--- PROVIDED INFORMATION ---

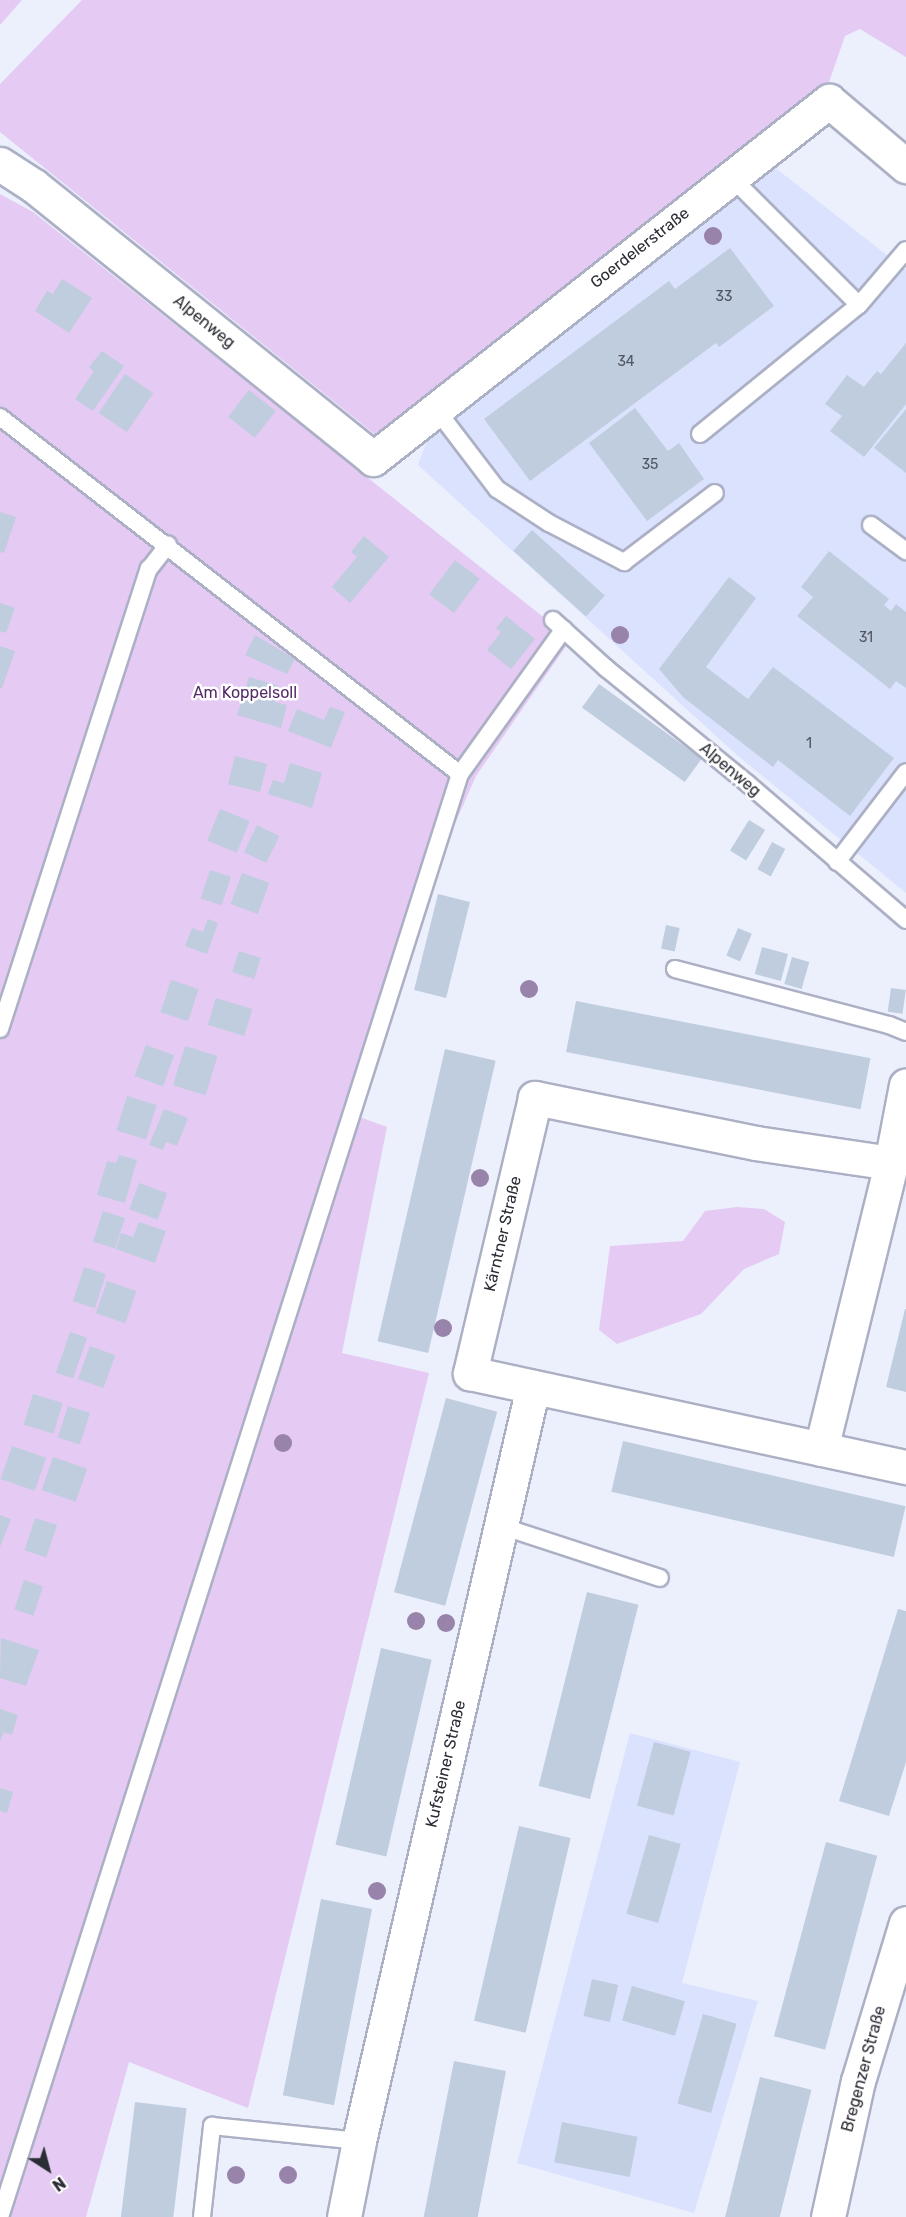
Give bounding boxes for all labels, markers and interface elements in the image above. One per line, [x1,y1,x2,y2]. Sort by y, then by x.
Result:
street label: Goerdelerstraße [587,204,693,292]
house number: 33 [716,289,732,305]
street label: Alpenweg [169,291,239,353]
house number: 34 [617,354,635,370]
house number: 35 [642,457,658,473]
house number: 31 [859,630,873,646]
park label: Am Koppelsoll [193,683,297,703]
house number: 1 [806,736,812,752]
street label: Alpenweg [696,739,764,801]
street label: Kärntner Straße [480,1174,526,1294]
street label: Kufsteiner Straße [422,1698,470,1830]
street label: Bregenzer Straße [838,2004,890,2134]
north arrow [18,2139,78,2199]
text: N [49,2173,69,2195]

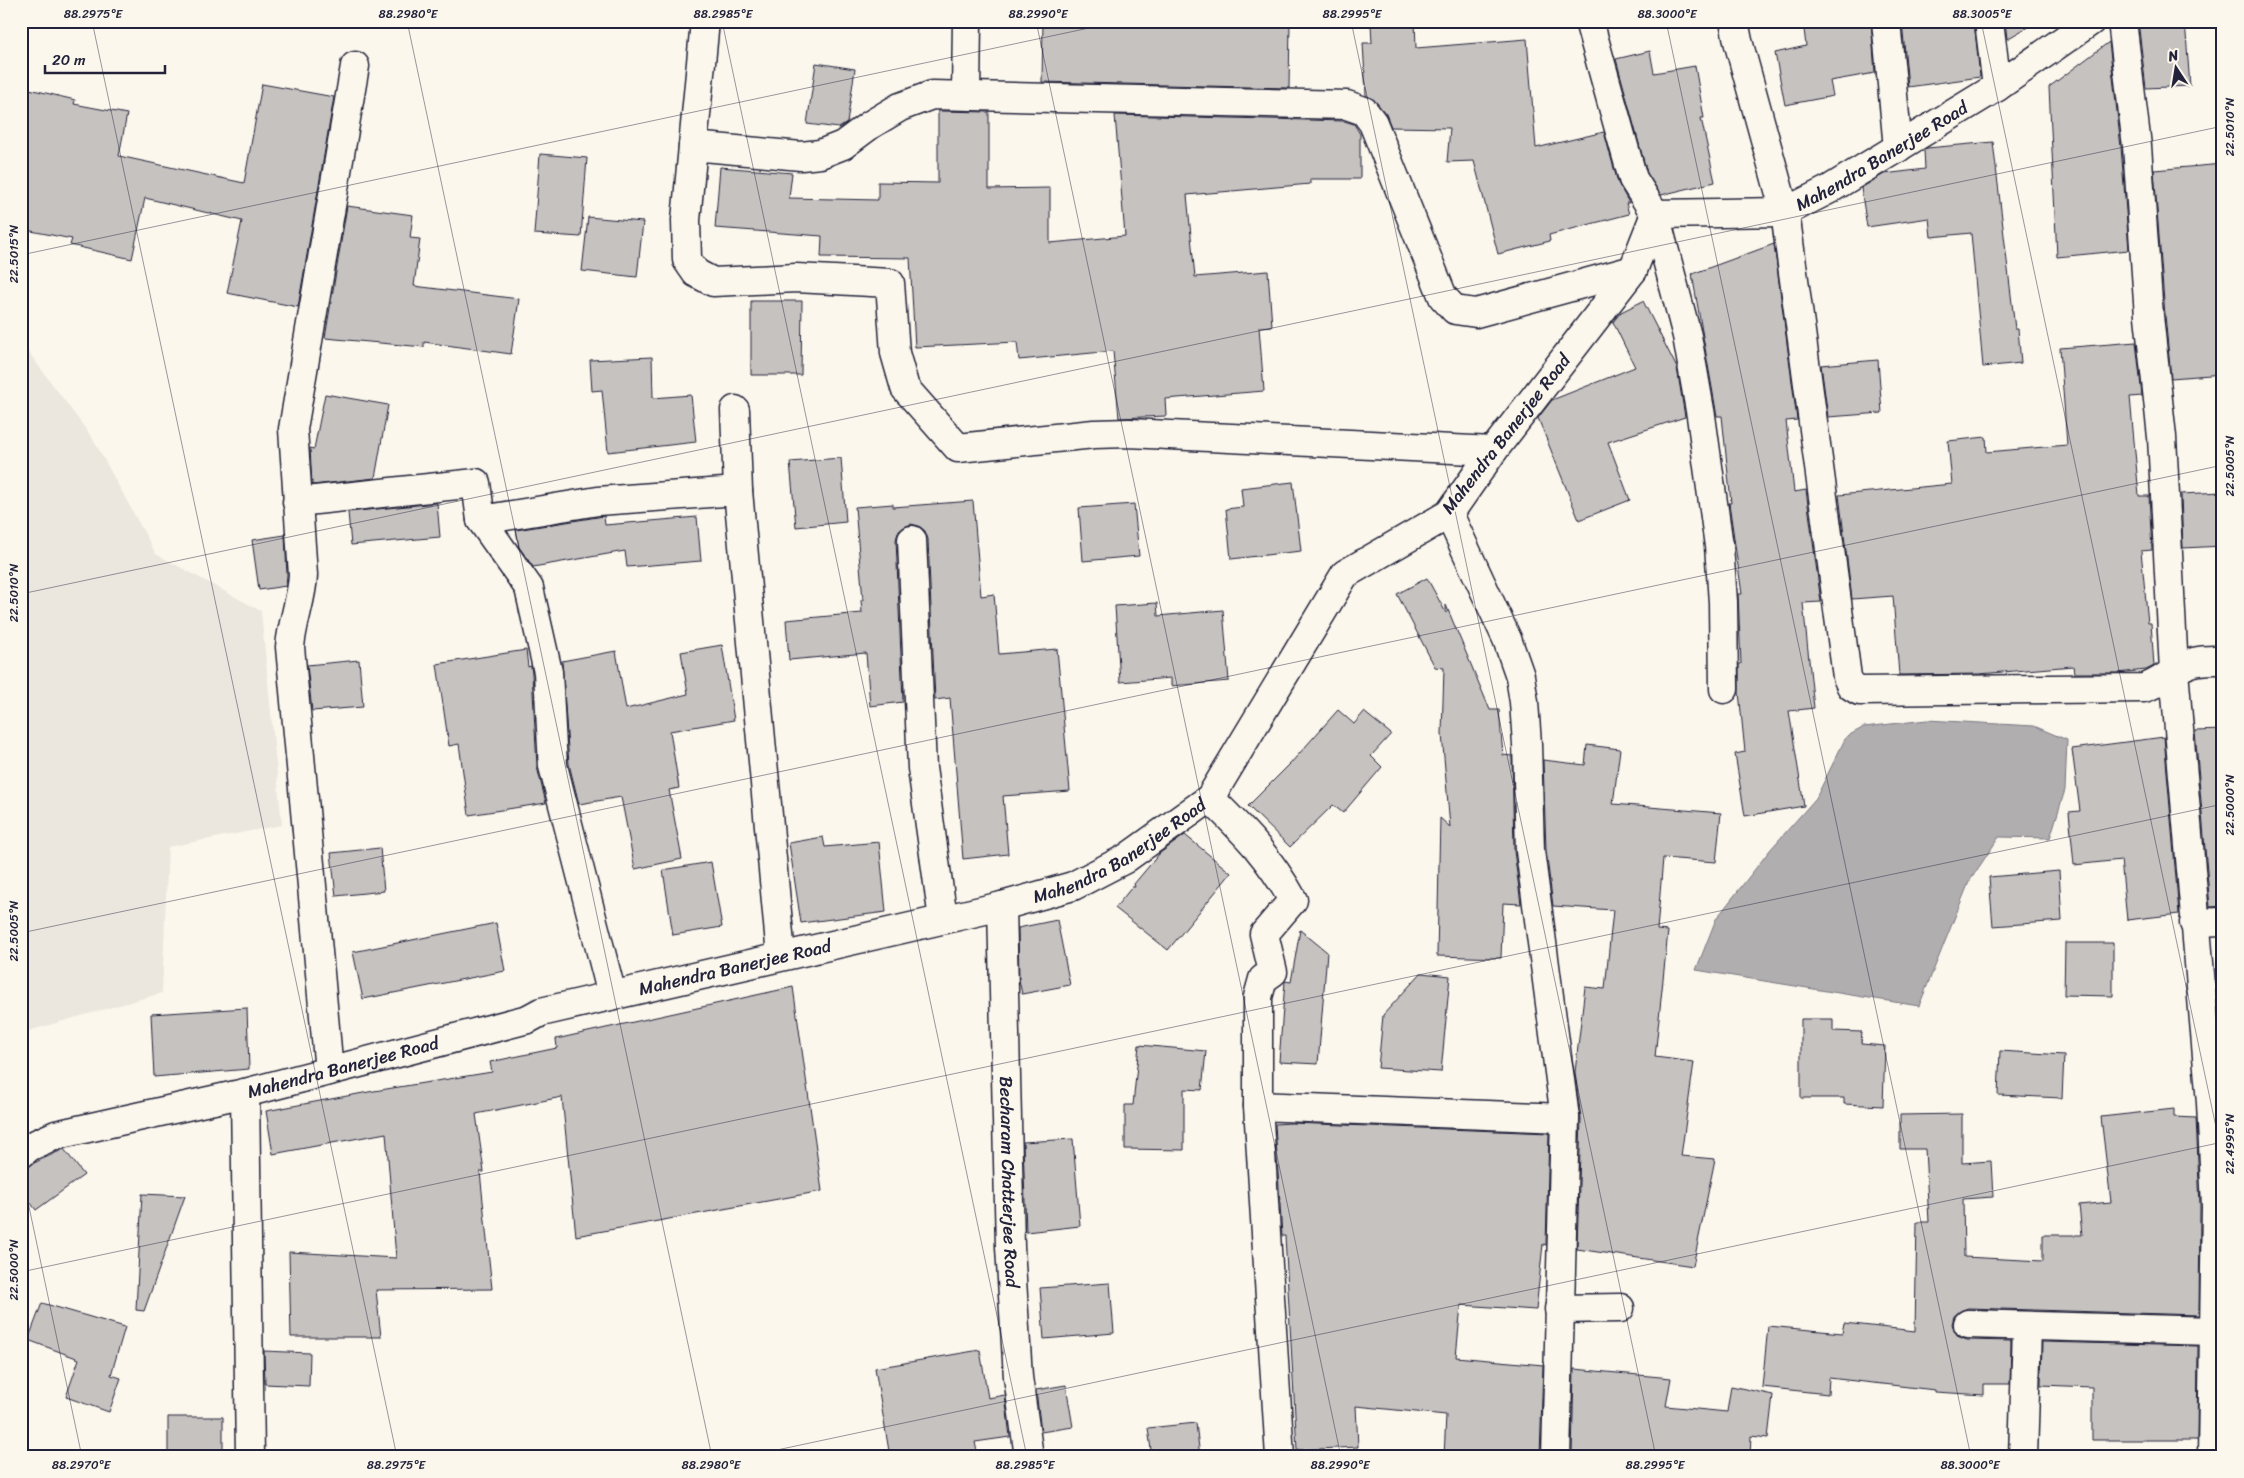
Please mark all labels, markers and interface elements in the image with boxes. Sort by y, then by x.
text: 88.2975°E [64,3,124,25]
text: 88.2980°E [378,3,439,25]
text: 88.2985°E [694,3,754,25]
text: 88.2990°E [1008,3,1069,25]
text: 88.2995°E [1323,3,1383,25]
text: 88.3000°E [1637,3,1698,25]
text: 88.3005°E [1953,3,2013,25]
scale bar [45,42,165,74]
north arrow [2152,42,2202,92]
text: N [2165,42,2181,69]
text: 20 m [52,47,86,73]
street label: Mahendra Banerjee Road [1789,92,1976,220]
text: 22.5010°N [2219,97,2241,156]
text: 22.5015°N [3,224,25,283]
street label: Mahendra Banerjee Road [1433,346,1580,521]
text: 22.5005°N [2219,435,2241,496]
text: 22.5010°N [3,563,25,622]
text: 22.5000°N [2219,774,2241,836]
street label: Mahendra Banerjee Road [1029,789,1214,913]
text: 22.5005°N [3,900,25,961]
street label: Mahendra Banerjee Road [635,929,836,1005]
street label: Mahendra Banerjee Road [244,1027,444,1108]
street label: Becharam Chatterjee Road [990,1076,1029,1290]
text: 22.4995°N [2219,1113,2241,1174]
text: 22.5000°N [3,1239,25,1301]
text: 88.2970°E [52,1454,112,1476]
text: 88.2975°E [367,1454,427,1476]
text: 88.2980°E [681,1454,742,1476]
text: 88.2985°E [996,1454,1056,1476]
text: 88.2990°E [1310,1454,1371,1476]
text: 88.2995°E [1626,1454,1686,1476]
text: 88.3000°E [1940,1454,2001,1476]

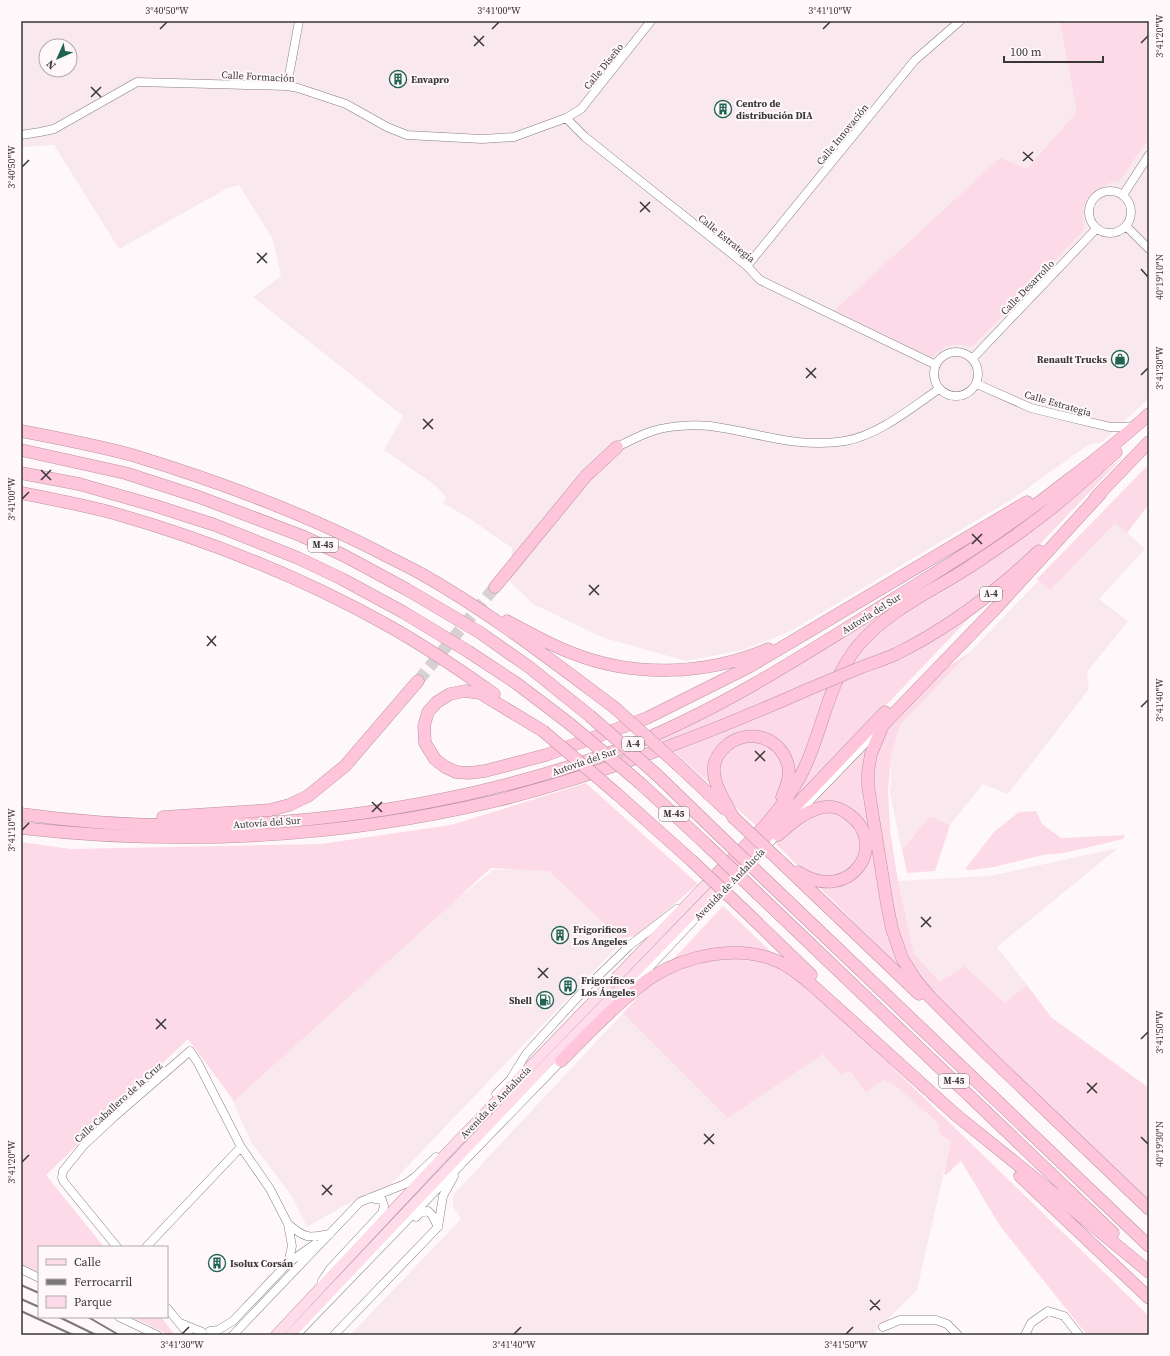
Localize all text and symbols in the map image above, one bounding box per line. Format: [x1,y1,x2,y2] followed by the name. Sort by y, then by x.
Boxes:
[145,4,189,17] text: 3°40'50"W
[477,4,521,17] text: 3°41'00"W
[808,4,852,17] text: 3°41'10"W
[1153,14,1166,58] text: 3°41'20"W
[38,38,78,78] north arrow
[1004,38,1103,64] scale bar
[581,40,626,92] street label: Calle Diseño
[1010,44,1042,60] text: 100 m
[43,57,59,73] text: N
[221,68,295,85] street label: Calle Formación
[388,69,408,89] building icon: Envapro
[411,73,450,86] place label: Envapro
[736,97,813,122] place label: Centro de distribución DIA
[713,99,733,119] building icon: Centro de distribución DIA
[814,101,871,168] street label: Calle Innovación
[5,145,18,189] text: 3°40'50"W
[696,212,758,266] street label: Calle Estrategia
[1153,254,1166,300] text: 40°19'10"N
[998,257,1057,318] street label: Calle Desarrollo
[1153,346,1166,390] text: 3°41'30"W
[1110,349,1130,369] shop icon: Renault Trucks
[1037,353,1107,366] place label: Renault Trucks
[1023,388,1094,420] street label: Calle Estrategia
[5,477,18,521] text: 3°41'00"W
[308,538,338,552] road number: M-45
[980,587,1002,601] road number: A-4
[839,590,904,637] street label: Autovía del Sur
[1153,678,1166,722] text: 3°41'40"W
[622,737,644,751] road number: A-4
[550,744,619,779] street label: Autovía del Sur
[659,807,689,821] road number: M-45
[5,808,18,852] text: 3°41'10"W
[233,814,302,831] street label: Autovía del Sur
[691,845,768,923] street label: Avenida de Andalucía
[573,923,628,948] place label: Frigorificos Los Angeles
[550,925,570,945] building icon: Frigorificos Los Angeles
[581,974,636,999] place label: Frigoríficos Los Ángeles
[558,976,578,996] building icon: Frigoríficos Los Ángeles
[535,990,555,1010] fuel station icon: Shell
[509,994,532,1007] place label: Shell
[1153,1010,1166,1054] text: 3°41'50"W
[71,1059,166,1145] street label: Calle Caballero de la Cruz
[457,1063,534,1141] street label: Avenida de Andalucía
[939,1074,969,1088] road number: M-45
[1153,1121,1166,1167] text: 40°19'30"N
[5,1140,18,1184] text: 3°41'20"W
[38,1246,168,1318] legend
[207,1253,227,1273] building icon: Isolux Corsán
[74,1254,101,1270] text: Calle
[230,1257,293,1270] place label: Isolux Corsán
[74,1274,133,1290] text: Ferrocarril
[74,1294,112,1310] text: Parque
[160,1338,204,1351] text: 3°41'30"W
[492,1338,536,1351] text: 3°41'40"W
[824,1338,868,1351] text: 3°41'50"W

---

**TASK TO CARRY OUT:** For the listing above, find how many lines hold the word "scale". Only the number should be written.

**RESPONSE TO THIS EXERCISE:** 2